Type out the complete listing below word for word, without its pictures.

Input records section start

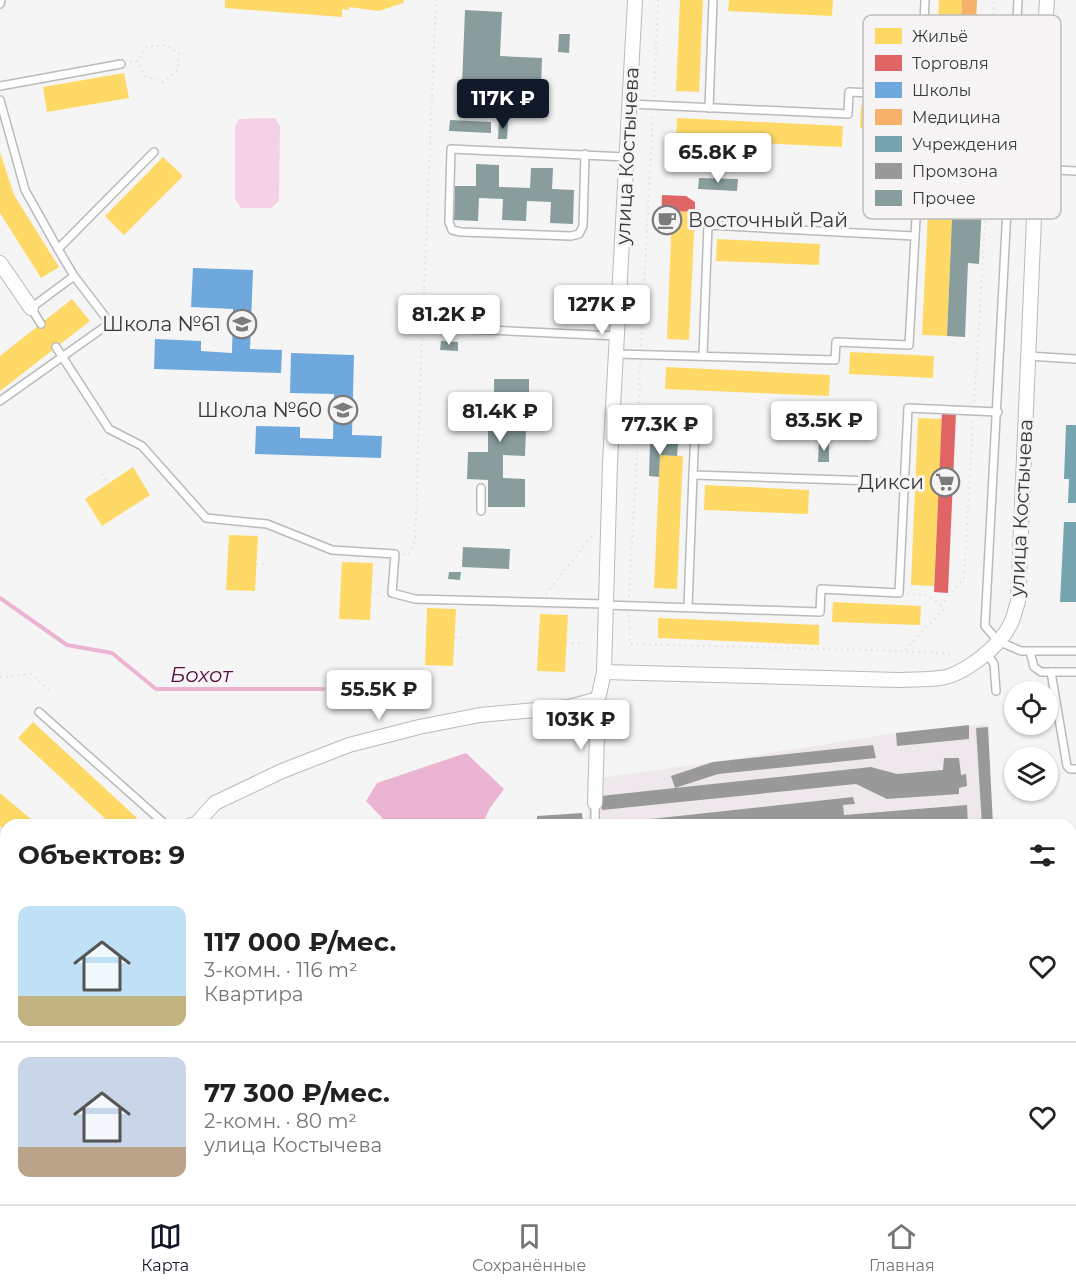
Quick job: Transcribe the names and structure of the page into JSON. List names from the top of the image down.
{
  "streets": {
    "street": ["улица Костычева"]
  },
  "water": ["Бохот"],
  "places": {
    "cafe": ["Восточный Рай"],
    "school or university": ["Школа №61", "Школа №60"],
    "supermarket": ["Дикси"]
  },
  "legend": [
    "Жильё",
    "Торговля",
    "Школы",
    "Медицина",
    "Учреждения",
    "Промзона",
    "Прочее"
  ],
  "page": {
    "price": [
      "117K ₽",
      "65.8K ₽",
      "127K ₽",
      "81.2K ₽",
      "81.4K ₽",
      "83.5K ₽",
      "77.3K ₽",
      "55.5K ₽",
      "103K ₽"
    ],
    "heading": "Объектов: 9",
    "list": [
      {
        "name": "117 000 ₽/мес.",
        "note": "3-комн. · 116 m² · Квартира"
      },
      {
        "name": "77 300 ₽/мес.",
        "note": "2-комн. · 80 m² · улица Костычева"
      }
    ],
    "tabs": ["Карта", "Сохранённые", "Главная"]
  }
}
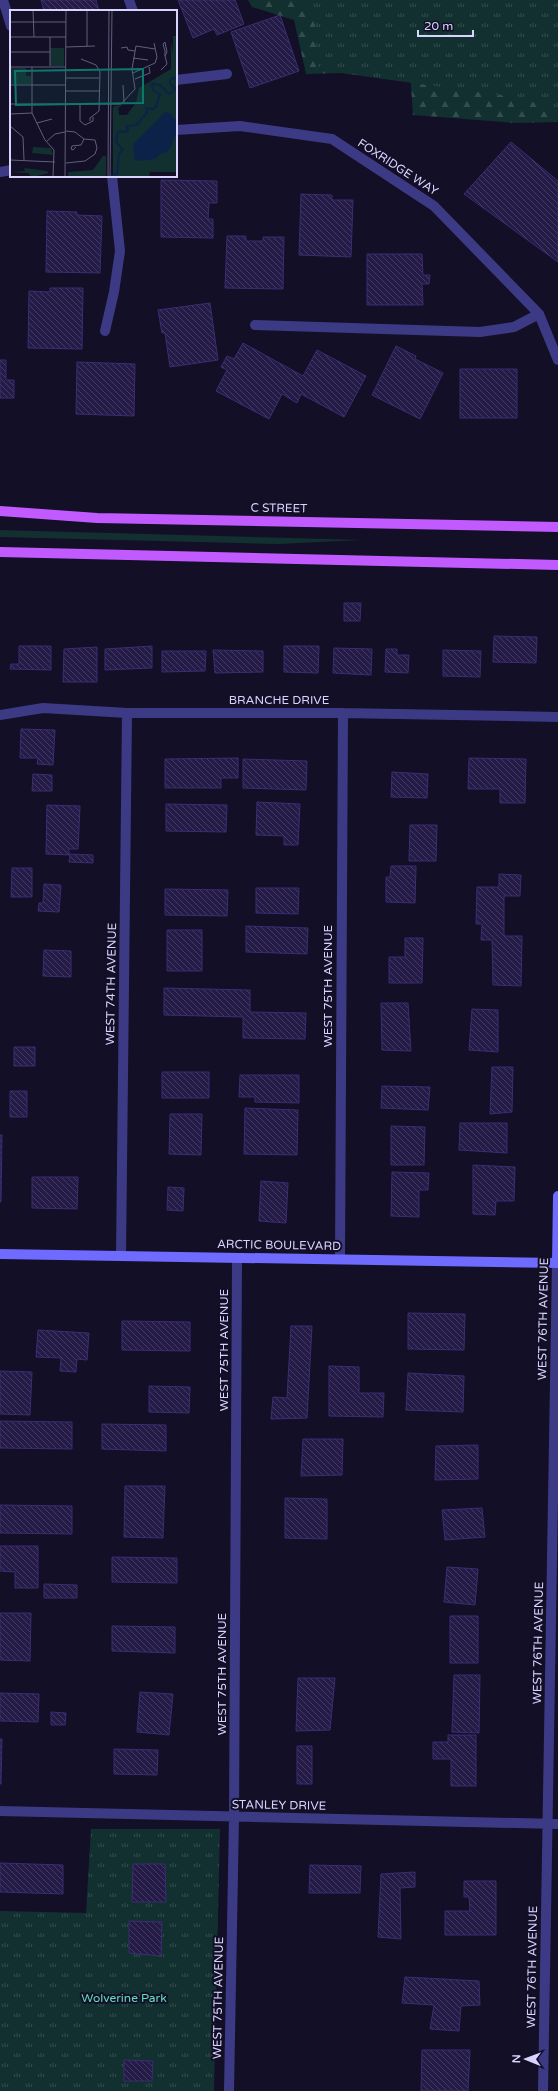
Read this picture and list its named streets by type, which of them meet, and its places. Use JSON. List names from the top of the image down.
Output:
{
  "streets": {
    "main road": ["C STREET", "ARCTIC BOULEVARD", "WEST 76TH AVENUE"],
    "street": [
      "FOXRIDGE WAY",
      "BRANCHE DRIVE",
      "WEST 74TH AVENUE",
      "WEST 75TH AVENUE",
      "STANLEY DRIVE"
    ]
  },
  "crossings": [
    ["BRANCHE DRIVE", "WEST 74TH AVENUE"],
    ["BRANCHE DRIVE", "WEST 75TH AVENUE"],
    ["WEST 74TH AVENUE", "ARCTIC BOULEVARD"],
    ["WEST 75TH AVENUE", "ARCTIC BOULEVARD"],
    ["WEST 75TH AVENUE", "STANLEY DRIVE"],
    ["ARCTIC BOULEVARD", "WEST 76TH AVENUE"],
    ["WEST 76TH AVENUE", "STANLEY DRIVE"]
  ],
  "parks": ["Wolverine Park"],
  "scale_bar": "20 m",
  "north": "left"
}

Input records section end

### Reply to the task
Quick job: Transcribe the names and structure of the page into JSON. List names from the top of the image down.
{
  "streets": {
    "street": ["улица Костычева"]
  },
  "water": ["Бохот"],
  "places": {
    "cafe": ["Восточный Рай"],
    "school or university": ["Школа №61", "Школа №60"],
    "supermarket": ["Дикси"]
  },
  "legend": [
    "Жильё",
    "Торговля",
    "Школы",
    "Медицина",
    "Учреждения",
    "Промзона",
    "Прочее"
  ],
  "page": {
    "price": [
      "117K ₽",
      "65.8K ₽",
      "127K ₽",
      "81.2K ₽",
      "81.4K ₽",
      "83.5K ₽",
      "77.3K ₽",
      "55.5K ₽",
      "103K ₽"
    ],
    "heading": "Объектов: 9",
    "list": [
      {
        "name": "117 000 ₽/мес.",
        "note": "3-комн. · 116 m² · Квартира"
      },
      {
        "name": "77 300 ₽/мес.",
        "note": "2-комн. · 80 m² · улица Костычева"
      }
    ],
    "tabs": ["Карта", "Сохранённые", "Главная"]
  }
}
Read this picture and list its named streets by type, which of them meet, and its places. Use JSON. List names from the top of the image down.
Output:
{
  "streets": {
    "main road": ["C STREET", "ARCTIC BOULEVARD", "WEST 76TH AVENUE"],
    "street": [
      "FOXRIDGE WAY",
      "BRANCHE DRIVE",
      "WEST 74TH AVENUE",
      "WEST 75TH AVENUE",
      "STANLEY DRIVE"
    ]
  },
  "crossings": [
    ["BRANCHE DRIVE", "WEST 74TH AVENUE"],
    ["BRANCHE DRIVE", "WEST 75TH AVENUE"],
    ["WEST 74TH AVENUE", "ARCTIC BOULEVARD"],
    ["WEST 75TH AVENUE", "ARCTIC BOULEVARD"],
    ["WEST 75TH AVENUE", "STANLEY DRIVE"],
    ["ARCTIC BOULEVARD", "WEST 76TH AVENUE"],
    ["WEST 76TH AVENUE", "STANLEY DRIVE"]
  ],
  "parks": ["Wolverine Park"],
  "scale_bar": "20 m",
  "north": "left"
}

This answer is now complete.